• Material for the task:
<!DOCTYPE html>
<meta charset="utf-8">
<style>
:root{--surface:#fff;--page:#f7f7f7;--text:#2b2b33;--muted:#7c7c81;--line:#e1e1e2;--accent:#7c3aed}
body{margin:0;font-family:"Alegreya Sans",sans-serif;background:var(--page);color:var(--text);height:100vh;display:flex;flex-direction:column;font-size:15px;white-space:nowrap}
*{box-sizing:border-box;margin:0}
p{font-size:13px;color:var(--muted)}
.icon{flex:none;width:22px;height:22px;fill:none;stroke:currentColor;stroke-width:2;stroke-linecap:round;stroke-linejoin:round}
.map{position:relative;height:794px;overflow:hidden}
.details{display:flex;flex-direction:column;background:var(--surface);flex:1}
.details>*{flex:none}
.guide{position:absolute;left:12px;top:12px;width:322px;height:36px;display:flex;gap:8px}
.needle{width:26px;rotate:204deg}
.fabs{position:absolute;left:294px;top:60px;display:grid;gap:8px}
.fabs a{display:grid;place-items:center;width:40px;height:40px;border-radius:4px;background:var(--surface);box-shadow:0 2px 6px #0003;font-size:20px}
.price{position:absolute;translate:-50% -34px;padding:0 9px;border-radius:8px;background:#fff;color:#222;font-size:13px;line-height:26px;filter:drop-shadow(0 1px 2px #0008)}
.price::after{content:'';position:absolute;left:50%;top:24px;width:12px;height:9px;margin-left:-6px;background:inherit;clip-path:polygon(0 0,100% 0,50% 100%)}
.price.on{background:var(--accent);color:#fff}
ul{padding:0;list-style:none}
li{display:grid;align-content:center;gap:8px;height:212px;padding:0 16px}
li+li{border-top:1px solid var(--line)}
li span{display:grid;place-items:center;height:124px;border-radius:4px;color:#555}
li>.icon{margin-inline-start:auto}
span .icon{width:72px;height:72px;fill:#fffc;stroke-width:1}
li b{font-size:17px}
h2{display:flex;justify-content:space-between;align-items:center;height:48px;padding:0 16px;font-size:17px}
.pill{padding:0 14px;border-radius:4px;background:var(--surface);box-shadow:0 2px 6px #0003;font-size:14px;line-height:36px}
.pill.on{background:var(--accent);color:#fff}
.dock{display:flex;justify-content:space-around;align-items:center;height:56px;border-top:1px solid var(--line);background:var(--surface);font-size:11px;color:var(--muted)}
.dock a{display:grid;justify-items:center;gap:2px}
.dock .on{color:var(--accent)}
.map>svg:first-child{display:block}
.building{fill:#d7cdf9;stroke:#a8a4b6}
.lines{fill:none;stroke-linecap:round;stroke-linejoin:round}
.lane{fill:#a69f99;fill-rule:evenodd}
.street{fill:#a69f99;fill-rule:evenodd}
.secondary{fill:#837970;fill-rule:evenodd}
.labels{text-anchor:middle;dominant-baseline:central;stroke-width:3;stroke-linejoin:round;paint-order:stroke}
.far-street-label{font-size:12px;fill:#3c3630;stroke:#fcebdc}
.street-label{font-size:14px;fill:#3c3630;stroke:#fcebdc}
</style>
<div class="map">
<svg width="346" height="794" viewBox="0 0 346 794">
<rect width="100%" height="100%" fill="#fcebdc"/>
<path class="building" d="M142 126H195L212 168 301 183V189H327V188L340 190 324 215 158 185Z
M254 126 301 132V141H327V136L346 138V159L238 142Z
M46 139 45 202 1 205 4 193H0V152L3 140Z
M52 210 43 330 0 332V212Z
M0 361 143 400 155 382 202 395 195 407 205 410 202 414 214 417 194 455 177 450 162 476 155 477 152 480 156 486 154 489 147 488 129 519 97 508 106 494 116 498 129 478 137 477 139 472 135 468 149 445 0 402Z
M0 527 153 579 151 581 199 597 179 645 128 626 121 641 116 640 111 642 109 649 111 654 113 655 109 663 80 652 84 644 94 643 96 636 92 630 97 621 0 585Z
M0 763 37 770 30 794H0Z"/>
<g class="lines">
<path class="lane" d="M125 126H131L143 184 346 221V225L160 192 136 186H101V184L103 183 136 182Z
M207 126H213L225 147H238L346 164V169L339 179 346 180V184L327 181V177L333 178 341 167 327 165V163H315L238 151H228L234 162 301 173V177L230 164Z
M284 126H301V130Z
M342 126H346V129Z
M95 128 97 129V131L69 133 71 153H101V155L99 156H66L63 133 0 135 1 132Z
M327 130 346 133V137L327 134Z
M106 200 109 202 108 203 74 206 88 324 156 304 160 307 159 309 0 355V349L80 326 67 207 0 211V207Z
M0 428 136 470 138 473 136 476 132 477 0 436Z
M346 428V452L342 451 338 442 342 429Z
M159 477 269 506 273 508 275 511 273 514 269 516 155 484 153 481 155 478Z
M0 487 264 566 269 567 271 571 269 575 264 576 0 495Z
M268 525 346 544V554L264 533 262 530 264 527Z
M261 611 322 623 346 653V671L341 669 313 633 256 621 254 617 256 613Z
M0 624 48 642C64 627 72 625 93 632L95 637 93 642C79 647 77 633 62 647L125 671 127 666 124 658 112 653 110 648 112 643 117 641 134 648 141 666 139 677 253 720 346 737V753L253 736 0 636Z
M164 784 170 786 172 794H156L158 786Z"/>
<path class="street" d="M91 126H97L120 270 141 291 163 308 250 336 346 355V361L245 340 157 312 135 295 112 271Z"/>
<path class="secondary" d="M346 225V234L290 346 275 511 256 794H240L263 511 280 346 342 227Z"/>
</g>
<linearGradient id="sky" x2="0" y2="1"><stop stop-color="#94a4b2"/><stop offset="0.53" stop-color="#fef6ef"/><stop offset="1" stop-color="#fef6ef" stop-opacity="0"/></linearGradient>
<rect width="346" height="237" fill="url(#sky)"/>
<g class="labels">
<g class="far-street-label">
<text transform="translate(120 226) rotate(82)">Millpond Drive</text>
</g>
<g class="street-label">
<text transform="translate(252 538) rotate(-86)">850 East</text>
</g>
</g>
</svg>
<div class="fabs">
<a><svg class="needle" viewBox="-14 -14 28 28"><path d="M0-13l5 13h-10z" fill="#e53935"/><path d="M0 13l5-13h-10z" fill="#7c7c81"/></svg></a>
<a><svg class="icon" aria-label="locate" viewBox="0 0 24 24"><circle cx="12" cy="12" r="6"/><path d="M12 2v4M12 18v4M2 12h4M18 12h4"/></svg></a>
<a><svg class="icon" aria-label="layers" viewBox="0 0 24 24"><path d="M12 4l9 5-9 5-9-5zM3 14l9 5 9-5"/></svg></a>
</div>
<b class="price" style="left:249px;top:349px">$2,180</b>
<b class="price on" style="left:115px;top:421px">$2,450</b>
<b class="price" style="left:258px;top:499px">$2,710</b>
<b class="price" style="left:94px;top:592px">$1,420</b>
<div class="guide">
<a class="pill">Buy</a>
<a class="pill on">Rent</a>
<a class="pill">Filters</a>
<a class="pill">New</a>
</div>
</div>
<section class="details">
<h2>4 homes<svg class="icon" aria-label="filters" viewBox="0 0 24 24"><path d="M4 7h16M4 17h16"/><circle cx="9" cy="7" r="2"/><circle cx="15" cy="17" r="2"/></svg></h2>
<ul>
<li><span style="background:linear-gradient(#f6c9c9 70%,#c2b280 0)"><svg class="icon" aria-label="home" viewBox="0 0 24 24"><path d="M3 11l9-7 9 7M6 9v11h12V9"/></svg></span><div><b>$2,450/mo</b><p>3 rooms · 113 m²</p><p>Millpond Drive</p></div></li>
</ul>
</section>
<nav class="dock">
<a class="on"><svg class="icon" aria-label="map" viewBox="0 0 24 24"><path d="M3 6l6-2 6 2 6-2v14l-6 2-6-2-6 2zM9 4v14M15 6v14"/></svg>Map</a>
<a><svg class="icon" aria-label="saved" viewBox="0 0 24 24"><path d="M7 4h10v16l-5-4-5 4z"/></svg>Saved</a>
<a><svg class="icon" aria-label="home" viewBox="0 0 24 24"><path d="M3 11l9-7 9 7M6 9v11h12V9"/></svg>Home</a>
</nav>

• Problem to work on: A single number is the answer here: how many lines above carry the string "margin"?

• Written response: 4